87.- Ahora bien,  es cierto como lo afirmó el jurista, que las “situaciones”  irregulares percibidas por Sánchez  Serna  -un  viaje planeado por el tesorero, para todos los servidores, y aumentos  de salario no autorizados-  no tienen relación causal con el peculado investigado; sin  embargo, desatendió que lo anterior no integró, como no  podía hacerlo, el juicio de reproche en contra de su asistido.  

88.- En torno al  testimonio de Diomedes  Cárdenas,  una vez más el recurrente violentó el axioma de no  contradicción, pues reprobó que el ad  quem  omitiera su valoración -lo  que habría de ser discutido conforme al falso juicio de  existencia por omisión-,  pero, simultáneamente, aseguró que fue tergiversado, lo  que descarta, como es obvio, la primera propuesta.  

89.- En todo caso,  la Corte se percata de que ninguna de las dos propuestas fue  acreditada por el libelista.  

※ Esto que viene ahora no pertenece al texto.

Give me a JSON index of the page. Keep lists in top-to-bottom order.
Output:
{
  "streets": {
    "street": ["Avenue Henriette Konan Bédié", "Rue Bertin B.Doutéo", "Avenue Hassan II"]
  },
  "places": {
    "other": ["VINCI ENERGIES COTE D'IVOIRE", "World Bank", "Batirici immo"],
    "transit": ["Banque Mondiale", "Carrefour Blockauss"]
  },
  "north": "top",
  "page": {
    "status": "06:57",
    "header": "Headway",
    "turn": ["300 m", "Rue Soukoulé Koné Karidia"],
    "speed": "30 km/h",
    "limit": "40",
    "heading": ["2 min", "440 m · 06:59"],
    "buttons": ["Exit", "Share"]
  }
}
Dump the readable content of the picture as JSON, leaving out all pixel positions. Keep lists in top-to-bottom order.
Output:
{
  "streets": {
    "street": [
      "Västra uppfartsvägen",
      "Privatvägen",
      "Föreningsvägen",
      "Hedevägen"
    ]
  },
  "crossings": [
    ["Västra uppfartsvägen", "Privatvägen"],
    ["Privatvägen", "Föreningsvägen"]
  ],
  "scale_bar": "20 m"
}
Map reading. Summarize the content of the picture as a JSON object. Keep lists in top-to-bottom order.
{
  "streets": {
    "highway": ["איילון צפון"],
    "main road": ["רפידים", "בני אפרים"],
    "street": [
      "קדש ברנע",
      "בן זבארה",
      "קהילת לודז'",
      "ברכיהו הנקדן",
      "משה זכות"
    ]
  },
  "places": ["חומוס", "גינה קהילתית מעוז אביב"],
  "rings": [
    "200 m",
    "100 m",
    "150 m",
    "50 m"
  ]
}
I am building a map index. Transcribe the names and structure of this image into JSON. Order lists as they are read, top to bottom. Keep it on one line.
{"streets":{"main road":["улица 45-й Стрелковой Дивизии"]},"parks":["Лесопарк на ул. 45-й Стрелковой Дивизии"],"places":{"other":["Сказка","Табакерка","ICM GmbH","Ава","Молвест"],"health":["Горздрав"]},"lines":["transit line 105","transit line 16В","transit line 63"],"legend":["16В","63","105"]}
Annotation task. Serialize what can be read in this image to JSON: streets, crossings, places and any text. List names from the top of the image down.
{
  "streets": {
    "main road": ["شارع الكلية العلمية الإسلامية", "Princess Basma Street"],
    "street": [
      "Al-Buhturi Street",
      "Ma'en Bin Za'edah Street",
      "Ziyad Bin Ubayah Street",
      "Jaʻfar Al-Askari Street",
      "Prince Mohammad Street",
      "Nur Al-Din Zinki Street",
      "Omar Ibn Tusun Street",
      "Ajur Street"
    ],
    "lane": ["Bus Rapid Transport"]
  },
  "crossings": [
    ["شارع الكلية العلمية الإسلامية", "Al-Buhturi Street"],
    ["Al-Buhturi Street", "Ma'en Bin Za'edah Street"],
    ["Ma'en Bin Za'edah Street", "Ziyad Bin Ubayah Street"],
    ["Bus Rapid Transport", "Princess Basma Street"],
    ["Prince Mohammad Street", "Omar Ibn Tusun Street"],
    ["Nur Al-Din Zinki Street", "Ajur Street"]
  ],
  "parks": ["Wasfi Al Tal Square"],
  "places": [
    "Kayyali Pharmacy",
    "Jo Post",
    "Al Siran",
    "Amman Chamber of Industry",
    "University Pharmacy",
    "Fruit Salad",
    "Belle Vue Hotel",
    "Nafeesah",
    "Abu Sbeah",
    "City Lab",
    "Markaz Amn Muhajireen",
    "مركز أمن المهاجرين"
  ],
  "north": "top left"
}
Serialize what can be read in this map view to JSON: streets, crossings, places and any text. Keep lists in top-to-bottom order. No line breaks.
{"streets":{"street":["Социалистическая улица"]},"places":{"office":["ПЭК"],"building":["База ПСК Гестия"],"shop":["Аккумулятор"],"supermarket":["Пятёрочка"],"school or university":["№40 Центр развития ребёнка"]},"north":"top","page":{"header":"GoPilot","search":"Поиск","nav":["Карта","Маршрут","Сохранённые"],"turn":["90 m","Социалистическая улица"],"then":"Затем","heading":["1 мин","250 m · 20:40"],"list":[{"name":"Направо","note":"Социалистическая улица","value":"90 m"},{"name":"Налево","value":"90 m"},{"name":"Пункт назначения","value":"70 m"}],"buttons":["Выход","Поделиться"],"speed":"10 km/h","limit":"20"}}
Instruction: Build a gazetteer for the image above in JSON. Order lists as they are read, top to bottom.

90.- En efecto, el  siguiente apartado de la sentencia de segunda instancia demuestra que  el testimonio del anotado testigo sí fue sopesado:  

El testigo  Diomedes Cárdenas en el que la defensa sustenta su tesis de  complot en contra de su prohijado, al afirmar que fue abordado en una  ocasión por Héctor Gómez Trujillo para decirle  que él (el testigo) tenía conocimiento de unos  homicidios y que aparentemente le iba pagar para que comprometiera la  responsabilidad de Adelmo, abordaje que le hizo cuando fue alcalde de  la municipalidad y que se estableció que ello fue después  del periodo de Adelmo, la Sala no  encuentra relación alguna en esas afirmaciones con lo que es  objeto de este proceso y que tiene que ver con las contrataciones  espurias ocurridas entre el mes de agosto del año 2008 y el  mes de agosto de 2009 que sustentan una serie de comprobantes de  egresos expedidos por la administración, documento dentro del  cual se verifica tanto el monto del valor, como el número del  cheque mediante el cual se hizo efectivo el pago.68  

91.- Este  fragmento, de paso, descarta la tergiversación acusada, pues  el juez plural fue fiel al testigo, quien mencionó que recibió  una propuesta de Héctor  Gómez Trujillo  para incriminar al procesado en unos homicidios, lo cual, sin  embargo, como lo resaltó la colegiatura, no guarda relación  con el tema de prueba.  

92.- En relación  con lo depuesto por Margarita  Uribe, particularmente  lo  relativo a que el acusado le firmó -sin  problema-  a la testigo los cheques que ella le cambió a su tesorero,  el  censor  no  identificó, con claridad,  si  lo reprochado fue su cercenamiento, adición o distorsión.  

94.- Ahora, según  el letrado, a partir de lo anterior, no era viable inferir la  connivencia entre Roldán  Correa  y Sánchez  Serna  para falsear documentos y apropiarse de las arcas estatales, reproche  que, por tanto, se aparta del ámbito del falso juicio de  identidad y desciende al del falso raciocinio, a lo que se suma que,  en las circunstancias anotadas, habría estado destinado al  fracaso si se tiene en cuenta que tal procedimiento irregular para el  cobro de los cheques de la entidad municipal «prueba  el conocimiento que tenía éste de las actuaciones de  corrupción en contra del erario efectuadas por su tesorero y  asesor».  

95.-  Así  mismo, es notorio que el demandante contrarió la verdad cuando  aseveró que el ad  quem  dejó de lado que los cheques que Margarita  Uribe  le cambiaba al tesorero no eran los que no llevaban firma, pues,  examinado, preliminarmente, el anotado testimonio, se tiene que ella  contó que siempre verificaba que los títulos valores  del municipio tuvieran todas las firmas, pero en algunas ocasiones,  cuando faltaba la del procesado, acudió ante él para  que los signara, petición a la que el alcalde accedía  “sin problema”, tras lo cual procedía al cambio  respectivo.  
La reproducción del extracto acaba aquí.